А как вообще проводит время графиня Священной Римской империи? Конечно, решила я, она не пишет многочисленные инструкции и указания своим деловым корреспондентам, не объезжает верхом поля, проверяя всходы, не навещает маслобойню, кухню, буфетную, комнаты прислуги — не исполняет все эти хорошо знакомые мне обязанности. Победит ли скука моё чувство долга? Я не собиралась сидеть с пустыми руками и головой.
Часы пробили девять. Дома я бы уже два часа как работала. Но здесь… Оглядывая комнату, я не увидела ни одной книги, никаких других возможностей отвлечься.
Держа чашку в руке, я подошла к ближайшему окну. Мне любопытно было взглянуть на Аксельбург. Из рассказов графини я уже знала, что курфюрст Адольф (мой прапрадед, вот как!) с безжалостной энергией снёс унаследованный от предков дворец и перестроил его — с огромными затратами, — превратив в уменьшенную копию Версаля, так что теперь дворец в форме веера отходил от старого (ОЧЕНЬ старого) города.
И я действительно увидела за черепичными крышами и колокольнями этот дворец. Бросались в глаза две башни по обеим сторонам здания, совершенно не соответствующие стилю всего сооружения.
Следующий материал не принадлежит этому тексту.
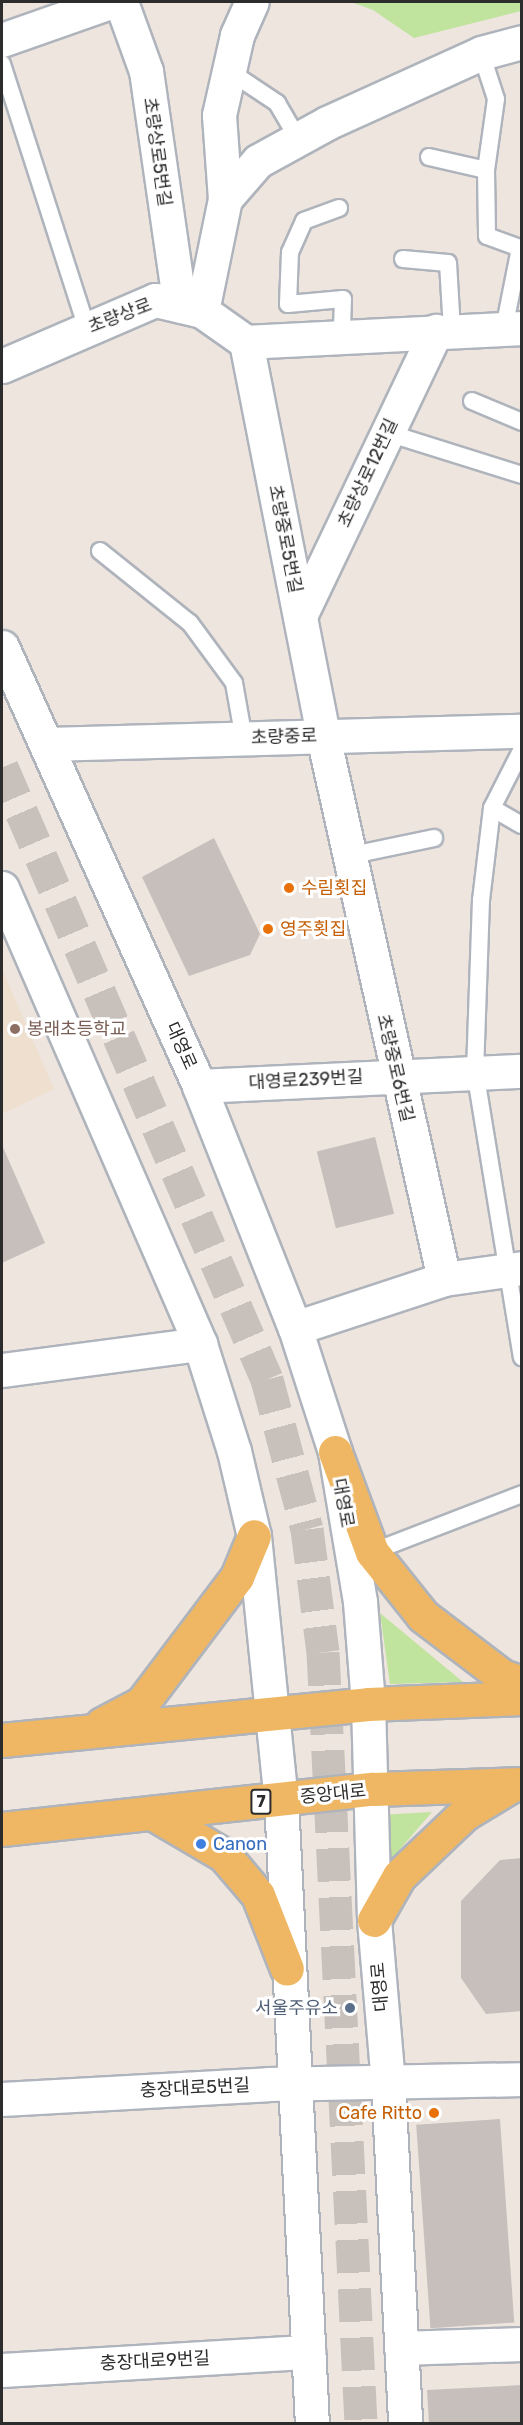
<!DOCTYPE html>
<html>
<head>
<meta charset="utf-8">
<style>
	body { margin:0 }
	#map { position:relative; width:523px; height:2425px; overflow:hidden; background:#eee5df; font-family:Rubik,"Noto Sans KR",sans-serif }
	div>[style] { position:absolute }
	.education>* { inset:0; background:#efdfcf }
	.green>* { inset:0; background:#c0e39d }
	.building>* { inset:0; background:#c6bfbb; transform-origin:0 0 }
	.secondary-tunnel>* { height:33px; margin-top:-16.5px; transform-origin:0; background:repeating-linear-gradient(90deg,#c7c0bb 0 33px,transparent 0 49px) }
	.roads { filter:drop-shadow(2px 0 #afb4bc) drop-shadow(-2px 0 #afb4bc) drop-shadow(0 2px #afb4bc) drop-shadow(0 -2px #afb4bc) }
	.lane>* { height:16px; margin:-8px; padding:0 8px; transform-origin:8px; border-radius:8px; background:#fff }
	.street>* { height:33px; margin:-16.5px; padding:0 16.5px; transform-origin:16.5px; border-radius:16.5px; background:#fff }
	.secondary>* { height:33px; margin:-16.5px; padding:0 16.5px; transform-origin:16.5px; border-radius:16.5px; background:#fff }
	.primary>* { height:33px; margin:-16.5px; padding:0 16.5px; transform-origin:16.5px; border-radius:16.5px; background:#efb763 }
	.dots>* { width:16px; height:16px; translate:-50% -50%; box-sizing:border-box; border:3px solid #fff; border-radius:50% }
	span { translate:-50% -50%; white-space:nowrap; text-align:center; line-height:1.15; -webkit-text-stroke:6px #fff; paint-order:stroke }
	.shield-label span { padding:2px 4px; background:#fff; border:2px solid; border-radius:4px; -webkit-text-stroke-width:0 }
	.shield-label { font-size:16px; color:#2c2c2c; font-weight:700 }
	.street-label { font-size:18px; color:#2c2c2c }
	.food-label { font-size:18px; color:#c56008 }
	.left { translate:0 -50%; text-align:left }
	.right { translate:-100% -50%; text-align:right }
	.education-label { font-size:18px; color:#785e54 }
	.shop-label { font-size:18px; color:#366cbe }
	.service-label { font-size:18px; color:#4e5e75 }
	.frame { position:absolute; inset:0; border:3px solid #2c2c2c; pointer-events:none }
</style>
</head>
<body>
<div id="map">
	<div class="education">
		<i style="clip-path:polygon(2px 969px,54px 1089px,2px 1114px)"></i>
	</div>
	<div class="green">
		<i style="clip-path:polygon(351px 2px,521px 2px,521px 11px,414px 38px,373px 10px)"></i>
		<i style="clip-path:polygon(380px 1613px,463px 1682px,390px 1684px)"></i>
		<i style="clip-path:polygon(432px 1812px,383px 1869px,380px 1815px)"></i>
	</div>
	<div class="building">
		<i style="clip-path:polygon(214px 838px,260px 934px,250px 955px,189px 976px,142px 877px)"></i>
		<i style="left:375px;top:1137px;width:79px;height:60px;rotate:76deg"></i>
		<i style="clip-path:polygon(2px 1145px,45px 1243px,2px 1263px)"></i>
		<i style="clip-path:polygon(522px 1858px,522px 2011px,486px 2014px,461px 1978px,461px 1901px,500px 1860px)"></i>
		<i style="left:500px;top:2119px;width:204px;height:84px;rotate:86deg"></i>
		<i style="clip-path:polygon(522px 2385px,522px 2424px,429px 2424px,427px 2390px)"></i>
	</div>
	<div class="secondary-tunnel">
		<i style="left:2px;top:767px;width:667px;rotate:66.59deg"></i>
		<i style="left:267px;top:1379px;width:155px;rotate:75.1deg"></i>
		<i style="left:307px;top:1529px;width:124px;rotate:82.6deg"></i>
		<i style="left:323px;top:1652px;width:773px;rotate:87.18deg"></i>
	</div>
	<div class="roads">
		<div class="lane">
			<i style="left:481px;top:53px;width:48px;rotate:71.9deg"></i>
			<i style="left:496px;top:99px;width:72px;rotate:98deg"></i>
			<i style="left:2px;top:64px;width:278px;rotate:72.2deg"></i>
			<i style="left:229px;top:71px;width:58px;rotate:33.7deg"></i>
			<i style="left:277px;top:103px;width:42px;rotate:59.7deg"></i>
			<i style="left:429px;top:157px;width:58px;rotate:12.8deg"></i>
			<i style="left:486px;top:170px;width:66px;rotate:89.1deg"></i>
			<i style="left:487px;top:236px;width:35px;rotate:20deg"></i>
			<i style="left:520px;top:248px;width:83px;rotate:101.2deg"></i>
			<i style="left:339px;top:208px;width:37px;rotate:160deg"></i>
			<i style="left:304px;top:221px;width:34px;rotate:114deg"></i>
			<i style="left:290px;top:252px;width:52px;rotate:92.2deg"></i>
			<i style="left:288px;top:304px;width:55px;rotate:-5.2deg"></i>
			<i style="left:343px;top:299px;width:37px;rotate:92deg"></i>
			<i style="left:403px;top:259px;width:45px;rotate:5.1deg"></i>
			<i style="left:448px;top:263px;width:67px;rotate:86.6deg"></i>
			<i style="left:472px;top:401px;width:54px;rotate:22.8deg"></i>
			<i style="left:388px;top:433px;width:140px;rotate:17.4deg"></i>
			<i style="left:100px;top:551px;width:115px;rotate:38.7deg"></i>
			<i style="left:190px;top:623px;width:74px;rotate:53.7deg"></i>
			<i style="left:234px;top:683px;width:57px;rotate:79.9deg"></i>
			<i style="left:522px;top:749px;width:66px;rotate:117deg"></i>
			<i style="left:492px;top:808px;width:93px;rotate:96.8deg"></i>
			<i style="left:481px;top:900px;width:171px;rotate:92deg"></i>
			<i style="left:475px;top:1071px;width:290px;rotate:80.7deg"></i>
			<i style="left:492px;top:808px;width:34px;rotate:30deg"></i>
			<i style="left:348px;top:856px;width:88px;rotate:-11.8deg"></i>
			<i style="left:372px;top:1552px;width:161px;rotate:-21.1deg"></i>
		</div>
		<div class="street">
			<i style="left:121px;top:2px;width:73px;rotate:70.1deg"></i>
			<i style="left:146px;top:71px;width:237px;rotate:81.8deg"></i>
			<i style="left:2px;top:40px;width:114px;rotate:-19.4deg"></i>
			<i style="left:225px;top:199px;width:50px;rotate:-49deg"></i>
			<i style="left:258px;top:161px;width:79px;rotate:-28.8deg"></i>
			<i style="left:327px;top:123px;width:169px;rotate:-24.4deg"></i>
			<i style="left:481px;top:53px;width:42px;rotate:-15deg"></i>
			<i style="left:202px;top:311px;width:114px;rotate:-78.4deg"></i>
			<i style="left:225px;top:199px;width:84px;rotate:-94.1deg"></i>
			<i style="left:219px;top:115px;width:82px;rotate:-77.3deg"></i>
			<i style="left:237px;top:35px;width:36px;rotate:-66deg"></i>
			<i style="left:246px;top:342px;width:401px;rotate:78.9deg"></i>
			<i style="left:323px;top:736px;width:556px;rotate:77.44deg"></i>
			<i style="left:300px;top:616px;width:316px;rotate:-64.5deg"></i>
			<i style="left:199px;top:1086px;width:323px;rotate:-2.7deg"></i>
			<i style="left:295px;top:1328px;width:157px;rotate:-18.2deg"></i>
			<i style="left:444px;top:1279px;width:79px;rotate:-8deg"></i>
			<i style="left:2px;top:1370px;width:200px;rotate:-7.5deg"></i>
			<i style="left:2px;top:2099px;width:266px;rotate:-3.2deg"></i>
			<i style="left:268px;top:2084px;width:254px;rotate:-1.1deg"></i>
			<i style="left:401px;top:2348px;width:121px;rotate:-1.9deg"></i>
			<i style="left:2px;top:2370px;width:307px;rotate:-3.4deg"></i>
		</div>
		<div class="secondary">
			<i style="left:2px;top:366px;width:167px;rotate:-23.3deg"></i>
			<i style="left:155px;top:300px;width:48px;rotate:13.2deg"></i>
			<i style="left:202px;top:311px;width:54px;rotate:35.2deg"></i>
			<i style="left:246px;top:342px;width:276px;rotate:-2.9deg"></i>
			<i style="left:2px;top:647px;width:481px;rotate:65.8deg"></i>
			<i style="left:199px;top:1086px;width:260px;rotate:68.4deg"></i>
			<i style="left:295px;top:1328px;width:130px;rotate:72.1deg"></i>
			<i style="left:335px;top:1452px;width:152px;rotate:80.5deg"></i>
			<i style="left:360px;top:1602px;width:102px;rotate:85.5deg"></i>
			<i style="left:368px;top:1704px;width:216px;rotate:88.4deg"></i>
			<i style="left:374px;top:1920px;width:165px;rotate:85.1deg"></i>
			<i style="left:388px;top:2084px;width:340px;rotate:87.1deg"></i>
			<i style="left:46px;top:744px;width:476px;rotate:-1.6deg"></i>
			<i style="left:2px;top:888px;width:497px;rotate:66.5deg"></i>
			<i style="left:200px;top:1344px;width:112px;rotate:72.4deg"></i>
			<i style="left:234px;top:1451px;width:87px;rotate:76.8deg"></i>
			<i style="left:254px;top:1536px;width:265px;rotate:84.2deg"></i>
			<i style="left:281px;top:1800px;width:625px;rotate:87.16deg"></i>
		</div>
		<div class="primary">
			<i style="left:335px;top:1452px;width:107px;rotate:69.7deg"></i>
			<i style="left:372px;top:1552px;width:82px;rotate:51.4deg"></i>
			<i style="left:423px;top:1616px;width:99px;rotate:37.2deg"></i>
			<i style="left:502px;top:1676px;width:21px;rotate:19deg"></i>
			<i style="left:102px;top:1724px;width:45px;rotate:-27.7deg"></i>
			<i style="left:142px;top:1703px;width:158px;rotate:-53deg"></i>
			<i style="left:237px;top:1577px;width:44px;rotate:-67.5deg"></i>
			<i style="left:2px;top:1740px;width:368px;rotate:-5.6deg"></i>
			<i style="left:368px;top:1704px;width:154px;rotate:-2.2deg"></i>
			<i style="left:154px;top:1814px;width:81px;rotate:30.4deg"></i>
			<i style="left:224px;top:1855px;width:52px;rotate:49.6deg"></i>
			<i style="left:258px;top:1895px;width:79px;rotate:68.6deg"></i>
			<i style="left:2px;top:1829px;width:373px;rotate:-6.2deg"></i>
			<i style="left:373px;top:1789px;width:149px;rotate:-1.9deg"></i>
			<i style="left:374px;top:1920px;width:51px;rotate:-60.4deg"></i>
			<i style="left:399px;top:1876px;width:90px;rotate:-43.6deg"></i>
			<i style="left:464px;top:1814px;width:56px;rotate:-31.1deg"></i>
		</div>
	</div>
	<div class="dots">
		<i style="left:289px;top:888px;background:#e8710a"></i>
		<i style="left:268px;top:929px;background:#e8710a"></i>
		<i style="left:15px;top:1029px;background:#8d6e63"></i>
		<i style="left:201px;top:1844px;background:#3f7fe0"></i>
		<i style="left:350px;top:2008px;background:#5c6f8a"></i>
		<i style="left:434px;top:2113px;background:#e8710a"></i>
	</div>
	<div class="shield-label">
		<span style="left:261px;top:1802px">7</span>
	</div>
	<div class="street-label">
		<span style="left:157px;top:152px;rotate:82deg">초량상로5번길</span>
		<span style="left:120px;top:316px;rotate:-21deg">초량상로</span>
		<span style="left:368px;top:473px;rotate:-65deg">초량상로12번길</span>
		<span style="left:285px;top:539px;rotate:79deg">초량중로5번길</span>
		<span style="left:284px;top:737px;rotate:-2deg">초량중로</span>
		<span style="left:181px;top:1046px;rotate:66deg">대영로</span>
		<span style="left:395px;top:1068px;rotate:77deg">초량중로6번길</span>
		<span style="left:306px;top:1080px;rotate:-3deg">대영로239번길</span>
		<span style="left:343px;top:1503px;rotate:80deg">대영로</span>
		<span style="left:333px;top:1794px;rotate:-6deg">중앙대로</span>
		<span style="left:380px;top:1987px;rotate:-95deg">대영로</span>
		<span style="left:195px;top:2088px;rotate:-3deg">충장대로5번길</span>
		<span style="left:155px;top:2361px;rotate:-3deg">충장대로9번길</span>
	</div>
	<div class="food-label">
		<span class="left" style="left:301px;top:888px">수림횟집</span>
		<span class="left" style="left:280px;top:929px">영주횟집</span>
		<span class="right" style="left:422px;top:2113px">Cafe Ritto</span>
	</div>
	<div class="education-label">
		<span class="left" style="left:27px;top:1029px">봉래초등학교</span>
	</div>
	<div class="shop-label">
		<span class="left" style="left:213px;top:1844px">Canon</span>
	</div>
	<div class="service-label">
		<span class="right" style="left:338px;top:2008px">서울주유소</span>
	</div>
	<div class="frame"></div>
</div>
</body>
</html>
Эти башни — всё, что осталось от первоначального дворца, и графиня объяснила, почему их сохранили. Курфюрст Адольф, гордившийся своими современными взглядами и покровительствовавший нескольким известным учёным, поселил у себя тем не менее некоего графа Ладислава Варкова, человека загадочного происхождения. Он исполнял роль личного пророка курфюрста, и несколько его предсказаний оказались на удивление точными. Так вот, он утверждал, что если снесут две древние сторожевые башни дворца, старинная правящая династия Гессена тоже прекратится. Поэтому башни остались и теперь хмуро смотрели на вольности, которыми курфюрст украсил свой новый дом.
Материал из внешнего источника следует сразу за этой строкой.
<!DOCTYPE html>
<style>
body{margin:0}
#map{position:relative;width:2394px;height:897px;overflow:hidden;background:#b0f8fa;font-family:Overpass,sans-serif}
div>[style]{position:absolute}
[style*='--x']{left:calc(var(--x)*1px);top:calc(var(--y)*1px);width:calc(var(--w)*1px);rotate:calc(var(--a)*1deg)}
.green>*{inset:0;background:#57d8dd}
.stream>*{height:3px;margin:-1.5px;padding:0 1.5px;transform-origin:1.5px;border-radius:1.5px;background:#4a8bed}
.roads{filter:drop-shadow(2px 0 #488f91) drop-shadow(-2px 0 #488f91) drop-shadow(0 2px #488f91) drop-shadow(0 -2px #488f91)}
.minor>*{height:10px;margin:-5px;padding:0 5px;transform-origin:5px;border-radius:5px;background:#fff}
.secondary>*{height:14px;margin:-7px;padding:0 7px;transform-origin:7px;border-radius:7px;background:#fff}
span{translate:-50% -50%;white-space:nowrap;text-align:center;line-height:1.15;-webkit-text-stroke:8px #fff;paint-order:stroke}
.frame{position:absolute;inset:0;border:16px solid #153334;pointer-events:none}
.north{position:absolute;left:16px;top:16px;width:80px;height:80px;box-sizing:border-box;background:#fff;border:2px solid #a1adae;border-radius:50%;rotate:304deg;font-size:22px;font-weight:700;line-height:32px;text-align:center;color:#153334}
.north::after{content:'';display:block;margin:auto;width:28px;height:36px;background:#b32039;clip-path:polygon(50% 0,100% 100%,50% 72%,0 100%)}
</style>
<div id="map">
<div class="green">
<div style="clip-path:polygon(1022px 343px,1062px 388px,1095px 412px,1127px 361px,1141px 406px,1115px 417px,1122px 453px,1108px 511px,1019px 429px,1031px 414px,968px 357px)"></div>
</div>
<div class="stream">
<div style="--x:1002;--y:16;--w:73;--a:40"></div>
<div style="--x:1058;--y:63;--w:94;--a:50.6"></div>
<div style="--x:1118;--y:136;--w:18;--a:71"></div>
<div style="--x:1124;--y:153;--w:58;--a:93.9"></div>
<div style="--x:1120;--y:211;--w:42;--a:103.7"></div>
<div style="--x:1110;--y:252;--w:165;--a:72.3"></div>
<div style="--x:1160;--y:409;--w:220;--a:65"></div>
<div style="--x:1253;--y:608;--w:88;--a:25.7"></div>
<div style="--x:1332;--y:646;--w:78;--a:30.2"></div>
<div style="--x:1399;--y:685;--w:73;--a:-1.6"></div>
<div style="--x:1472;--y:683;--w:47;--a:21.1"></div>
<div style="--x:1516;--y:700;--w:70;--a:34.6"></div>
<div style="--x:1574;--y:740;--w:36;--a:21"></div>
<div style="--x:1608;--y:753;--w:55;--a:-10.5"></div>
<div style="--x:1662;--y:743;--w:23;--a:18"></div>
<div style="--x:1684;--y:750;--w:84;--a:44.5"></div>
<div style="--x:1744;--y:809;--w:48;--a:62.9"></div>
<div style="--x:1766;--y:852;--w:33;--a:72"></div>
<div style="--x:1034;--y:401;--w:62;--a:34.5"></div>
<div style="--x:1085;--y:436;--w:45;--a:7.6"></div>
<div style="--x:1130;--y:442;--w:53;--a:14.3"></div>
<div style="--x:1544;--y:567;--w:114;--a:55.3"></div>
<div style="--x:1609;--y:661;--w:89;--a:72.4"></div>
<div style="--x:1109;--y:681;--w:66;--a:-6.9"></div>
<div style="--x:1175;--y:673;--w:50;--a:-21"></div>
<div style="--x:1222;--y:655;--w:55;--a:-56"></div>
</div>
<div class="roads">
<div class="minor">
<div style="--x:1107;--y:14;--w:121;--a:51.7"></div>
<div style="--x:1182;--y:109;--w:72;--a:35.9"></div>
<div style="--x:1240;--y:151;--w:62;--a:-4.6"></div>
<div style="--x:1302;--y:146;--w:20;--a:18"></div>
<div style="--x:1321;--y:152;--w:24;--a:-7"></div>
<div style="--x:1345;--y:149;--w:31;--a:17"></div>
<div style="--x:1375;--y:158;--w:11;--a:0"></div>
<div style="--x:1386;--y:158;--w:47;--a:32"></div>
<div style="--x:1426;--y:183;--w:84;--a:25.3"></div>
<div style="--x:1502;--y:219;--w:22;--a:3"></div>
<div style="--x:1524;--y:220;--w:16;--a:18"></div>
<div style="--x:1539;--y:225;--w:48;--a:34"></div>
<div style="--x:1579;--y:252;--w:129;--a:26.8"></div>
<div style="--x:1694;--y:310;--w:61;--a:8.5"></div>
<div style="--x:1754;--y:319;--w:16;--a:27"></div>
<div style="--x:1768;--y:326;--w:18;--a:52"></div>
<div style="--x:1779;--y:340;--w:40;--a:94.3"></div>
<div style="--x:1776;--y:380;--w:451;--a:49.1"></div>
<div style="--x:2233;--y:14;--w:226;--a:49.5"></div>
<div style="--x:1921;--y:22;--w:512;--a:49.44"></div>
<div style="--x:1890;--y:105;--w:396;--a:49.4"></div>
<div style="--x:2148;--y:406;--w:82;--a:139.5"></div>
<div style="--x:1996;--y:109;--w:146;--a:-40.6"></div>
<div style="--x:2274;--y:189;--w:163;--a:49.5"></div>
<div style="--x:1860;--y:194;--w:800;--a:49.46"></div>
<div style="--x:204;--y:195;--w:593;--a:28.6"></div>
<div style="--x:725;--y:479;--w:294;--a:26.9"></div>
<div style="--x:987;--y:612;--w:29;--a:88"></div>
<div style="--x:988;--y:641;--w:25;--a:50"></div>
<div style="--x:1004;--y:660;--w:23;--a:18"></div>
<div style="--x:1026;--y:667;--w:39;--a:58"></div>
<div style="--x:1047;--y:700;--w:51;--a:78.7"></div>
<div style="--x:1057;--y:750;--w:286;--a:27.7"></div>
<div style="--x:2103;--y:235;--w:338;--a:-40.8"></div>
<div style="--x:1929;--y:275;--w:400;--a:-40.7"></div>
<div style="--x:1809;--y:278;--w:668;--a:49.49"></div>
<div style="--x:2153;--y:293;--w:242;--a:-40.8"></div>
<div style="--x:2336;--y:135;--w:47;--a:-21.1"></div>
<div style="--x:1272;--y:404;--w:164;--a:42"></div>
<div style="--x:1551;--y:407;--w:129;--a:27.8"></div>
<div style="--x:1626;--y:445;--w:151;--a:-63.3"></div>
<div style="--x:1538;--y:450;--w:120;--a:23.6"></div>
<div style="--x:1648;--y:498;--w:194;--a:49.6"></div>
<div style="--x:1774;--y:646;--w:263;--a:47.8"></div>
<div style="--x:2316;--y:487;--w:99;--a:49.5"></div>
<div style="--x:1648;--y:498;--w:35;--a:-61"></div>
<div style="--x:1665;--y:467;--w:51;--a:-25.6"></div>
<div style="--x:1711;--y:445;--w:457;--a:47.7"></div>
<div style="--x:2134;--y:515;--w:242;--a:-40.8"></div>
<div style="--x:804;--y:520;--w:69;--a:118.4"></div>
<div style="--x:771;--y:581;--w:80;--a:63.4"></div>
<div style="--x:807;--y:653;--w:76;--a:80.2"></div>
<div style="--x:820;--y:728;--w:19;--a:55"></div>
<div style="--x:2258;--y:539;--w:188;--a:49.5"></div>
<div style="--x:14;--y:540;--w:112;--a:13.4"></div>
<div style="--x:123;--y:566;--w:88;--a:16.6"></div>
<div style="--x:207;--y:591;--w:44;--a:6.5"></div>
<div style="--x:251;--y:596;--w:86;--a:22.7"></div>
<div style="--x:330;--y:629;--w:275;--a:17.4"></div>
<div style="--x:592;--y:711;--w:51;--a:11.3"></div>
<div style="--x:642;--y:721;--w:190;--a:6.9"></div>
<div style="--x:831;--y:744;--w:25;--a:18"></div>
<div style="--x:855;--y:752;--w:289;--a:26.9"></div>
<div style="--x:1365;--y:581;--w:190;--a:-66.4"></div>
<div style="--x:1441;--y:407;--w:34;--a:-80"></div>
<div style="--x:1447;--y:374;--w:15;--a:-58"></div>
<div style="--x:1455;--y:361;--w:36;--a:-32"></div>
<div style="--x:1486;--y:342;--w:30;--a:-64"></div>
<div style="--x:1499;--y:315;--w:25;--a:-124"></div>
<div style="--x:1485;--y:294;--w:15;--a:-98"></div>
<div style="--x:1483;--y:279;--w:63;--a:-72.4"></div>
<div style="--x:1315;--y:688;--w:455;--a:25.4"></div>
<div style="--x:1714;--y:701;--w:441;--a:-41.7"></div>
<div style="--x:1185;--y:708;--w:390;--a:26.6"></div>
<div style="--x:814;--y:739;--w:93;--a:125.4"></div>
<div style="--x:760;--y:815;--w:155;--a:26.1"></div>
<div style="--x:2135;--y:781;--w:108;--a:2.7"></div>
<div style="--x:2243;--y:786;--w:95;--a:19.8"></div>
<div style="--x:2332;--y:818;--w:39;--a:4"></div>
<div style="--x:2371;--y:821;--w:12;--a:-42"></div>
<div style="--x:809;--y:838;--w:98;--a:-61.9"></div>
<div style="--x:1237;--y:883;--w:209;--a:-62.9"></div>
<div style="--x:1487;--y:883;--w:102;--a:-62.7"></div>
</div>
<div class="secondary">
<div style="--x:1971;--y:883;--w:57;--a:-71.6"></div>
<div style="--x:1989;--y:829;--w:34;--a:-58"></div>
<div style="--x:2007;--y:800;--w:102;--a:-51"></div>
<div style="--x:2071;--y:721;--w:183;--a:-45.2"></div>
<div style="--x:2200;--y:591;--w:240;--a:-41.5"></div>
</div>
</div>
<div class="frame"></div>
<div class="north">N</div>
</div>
Графиня рассказала, что действительно вслед за тем, как мой дед вынул все внутренности из одной башни, умер его единственный прямой наследник. И теперь власть перейдёт к младшей ветви династии, не такого благородного происхождения.
Я заметила, что Труда стоит рядом, и спросила, что она хочет.
— Какое платье наденет благородная высокорожденная леди? Графиня ждёт её в золотом зале… — это была самая длинная речь, произнесённая Трудой, и говорила девушка торопливо, сливая слова. Я почти ожидала, что она вздохнёт с облегчением, закончив вопрос.
Действительно, какое платье? Впервые я серьёзно задумалась над содержимым своего гардероба. Бабушка заботилась, чтобы наша одежда была современной, соответствующей моде, дошедшей до нас из Парижа или Лондона, но я подозревала, что здесь это уже не модно. Судя по нарядам графини, я должна казаться одетой тускло и безвкусно. Я не упустила взгляды, которые она бросала на меня, когда считала, что я не вижу. Но я не собиралась тратить свои деньги на наряды. Какое-то время поможет утверждение, что я всё ещё ношу траур.
— Серое шёлковое с лиловыми лентами…
Теперь я была уверена, что и Труда искоса с сомнением взглянула на меня.
— Я соблюдаю траур, — решительно заявила я. Наверное, по её представлениям, высокорожденная леди не должна давать объяснения, но мне это показалось естественным. В прошлом мне не раз приходилось спорить с Летти об уместности того или другого наряда.
Серое платье было извлечено, и мне не без труда удалось убедить Труду, что я не кукла и могу одеться сама. Платье было простое, с небольшой полоской кружева у горла и маленькими бантами у корсажа; внизу, по краю юбки, проходила узкая лента. В роскошной комнате я теперь казалась бродягой из другого мира, может быть, скромной гувернанткой, заглядывающей в зеркала хозяйки.
Труда по моим указаниям заплела мне волосы, как я их обычно укладываю. Отражение в зеркале сообщило, что я выгляжу аккуратной и респектабельной. Но можно ли такие определения прилагать к внучке правящего князя? Аккуратность, конечно, добродетель, а вот респектабельность, судя по взглядам и замечаниям графини, качество, которое не очень культивируется при дворе.